__SUPPLIED INFORMATION__
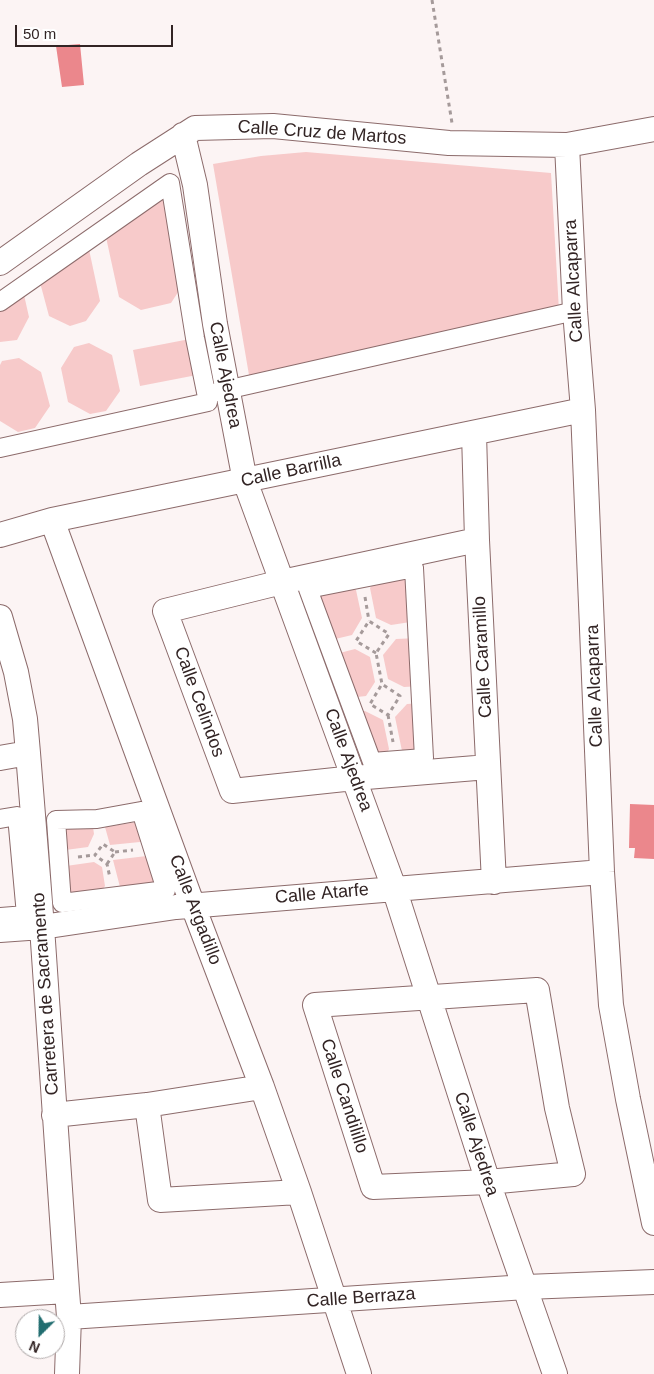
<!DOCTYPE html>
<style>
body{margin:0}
#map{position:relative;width:654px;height:1374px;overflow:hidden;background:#fcf4f4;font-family:Helvetica,sans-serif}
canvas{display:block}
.north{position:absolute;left:15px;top:1309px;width:50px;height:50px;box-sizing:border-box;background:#fff;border:1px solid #ada7a7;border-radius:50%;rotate:203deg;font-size:14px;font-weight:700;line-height:20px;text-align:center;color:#322424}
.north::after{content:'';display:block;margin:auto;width:18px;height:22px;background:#216d70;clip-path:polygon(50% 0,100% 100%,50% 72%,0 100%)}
.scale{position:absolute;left:15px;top:25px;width:158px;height:22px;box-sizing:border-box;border:2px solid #322424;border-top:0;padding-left:6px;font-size:15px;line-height:18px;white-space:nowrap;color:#322424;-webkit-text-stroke:4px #fff;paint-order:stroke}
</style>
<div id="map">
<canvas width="654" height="1374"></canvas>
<div class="north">N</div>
<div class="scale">50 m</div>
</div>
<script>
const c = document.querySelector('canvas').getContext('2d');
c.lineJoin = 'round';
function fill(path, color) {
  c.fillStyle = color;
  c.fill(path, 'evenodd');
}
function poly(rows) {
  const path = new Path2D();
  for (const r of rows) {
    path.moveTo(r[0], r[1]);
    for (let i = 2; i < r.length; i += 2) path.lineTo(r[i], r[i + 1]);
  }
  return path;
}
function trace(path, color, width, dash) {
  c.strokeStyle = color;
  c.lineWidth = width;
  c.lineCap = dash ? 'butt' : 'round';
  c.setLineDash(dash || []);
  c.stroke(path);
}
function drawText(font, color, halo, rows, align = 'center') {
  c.font = font + ' Helvetica,sans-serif';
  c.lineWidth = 5;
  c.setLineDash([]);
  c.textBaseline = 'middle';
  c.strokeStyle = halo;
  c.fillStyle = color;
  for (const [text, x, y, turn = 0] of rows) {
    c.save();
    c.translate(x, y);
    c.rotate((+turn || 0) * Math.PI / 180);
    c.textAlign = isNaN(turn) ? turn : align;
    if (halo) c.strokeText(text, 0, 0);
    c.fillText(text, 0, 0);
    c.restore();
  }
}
const green = poly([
 [306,152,551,173,559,311,250,381,213,164,261,156],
 [170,183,186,280,171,303,141,310,119,297,104,228],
 [87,240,100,301,86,321,70,326,49,316,38,275],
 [22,286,29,317,17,340,0,342,0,302],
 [195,338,202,374,140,386,133,350],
 [89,343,112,355,120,391,106,411,90,414,68,402,61,368,74,347],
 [19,358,41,372,50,406,35,428,18,432,0,421,0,365,2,361],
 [414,568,417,621,391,625,376,618,370,588,380,575],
 [343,583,356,590,362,618,352,635,327,641,308,589],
 [418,638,421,686,404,687,388,679,383,655,396,639],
 [355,649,370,657,375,682,366,696,348,698,332,655],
 [421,703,424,758,402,751,395,717,407,704],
 [365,711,383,720,389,749,383,761,372,762,354,712],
 [144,821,150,841,110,845,105,827],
 [93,827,94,834,88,847,58,851,57,829],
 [155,855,166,890,135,894,120,887,113,860],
 [94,862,102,867,105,886,96,899,62,903,59,867]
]);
const water = poly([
 [80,44,84,85,62,87,56,46],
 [630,804,654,805,654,859,634,858,635,848,629,848]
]);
const path = poly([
 [432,0,452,123],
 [365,597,369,621],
 [376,653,356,641,369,621,389,634,376,653,382,684,370,704,388,715,400,696,382,684],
 [388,715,393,742],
 [115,852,133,850],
 [78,857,95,855],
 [107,864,115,852,103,844,95,855,107,864,110,878]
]);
const pedestrian = poly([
 [0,302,170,183,195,338,208,402,0,448],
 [217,392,575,311],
 [414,568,424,758,372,762,308,589,414,568],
 [141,811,166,890,62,903,56,820,97,819,141,811],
 [0,819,17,816,26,915,0,917]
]);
const minor = poly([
 [183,135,195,185,215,324,245,481,394,888,488,1182,555,1374],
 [567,145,575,311,583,410,602,872,611,1005,628,1099,654,1223],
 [0,263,139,164,195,128,273,126,449,143,567,145,654,129],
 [474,433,477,540,494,882],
 [52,520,193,906,262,1087,299,1192,359,1374],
 [0,535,52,520,583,410],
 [477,540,282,582,165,611,232,791,354,778,488,767],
 [0,617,16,672,25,719,28,753,42,927,67,1291,69,1317,67,1374],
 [0,758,28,753],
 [0,930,42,927,176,907,602,872],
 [537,990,557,1108,573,1174,488,1182,373,1187,315,1005,537,990],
 [147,1105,160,1200,299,1192],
 [54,1115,147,1105,262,1087],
 [0,1295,67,1291],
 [69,1317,526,1287,654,1282]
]);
const streetNames = [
 ["Calle Cruz de Martos",322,133,4],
 ["Calle Alcaparra",574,281,-93],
 ["Calle Ajedrea",225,375,79],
 ["Calle Barrilla",291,471,-12],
 ["Calle Caramillo",483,657,-93],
 ["Calle Alcaparra",595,686,-92],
 ["Calle Celindos",199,702,70],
 ["Calle Ajedrea",348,760,70],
 ["Calle Atarfe",322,894,-5],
 ["Calle Argadillo",195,910,69],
 ["Carretera de Sacramento",46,994,-94],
 ["Calle Candilillo",344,1096,72],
 ["Calle Ajedrea",476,1144,72],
 ["Calle Berraza",361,1298,-4]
];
fill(green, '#f7caca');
fill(water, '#eb878c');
trace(pedestrian, '#8c6b6b', 20);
trace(minor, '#8c6b6b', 26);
trace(path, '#a59a9a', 3, [4, 4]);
trace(pedestrian, '#fff', 18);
trace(minor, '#fff', 24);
drawText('18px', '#322424', '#fff', streetNames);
</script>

__EXERCISE DETAILS__
Every line that contains the string "rotate" should be copied from the entries.

__RESPONSE AREA__
.north{position:absolute;left:15px;top:1309px;width:50px;height:50px;box-sizing:border-box;background:#fff;border:1px solid #ada7a7;border-radius:50%;rotate:203deg;font-size:14px;font-weight:700;line-height:20px;text-align:center;color:#322424}
    c.rotate((+turn || 0) * Math.PI / 180);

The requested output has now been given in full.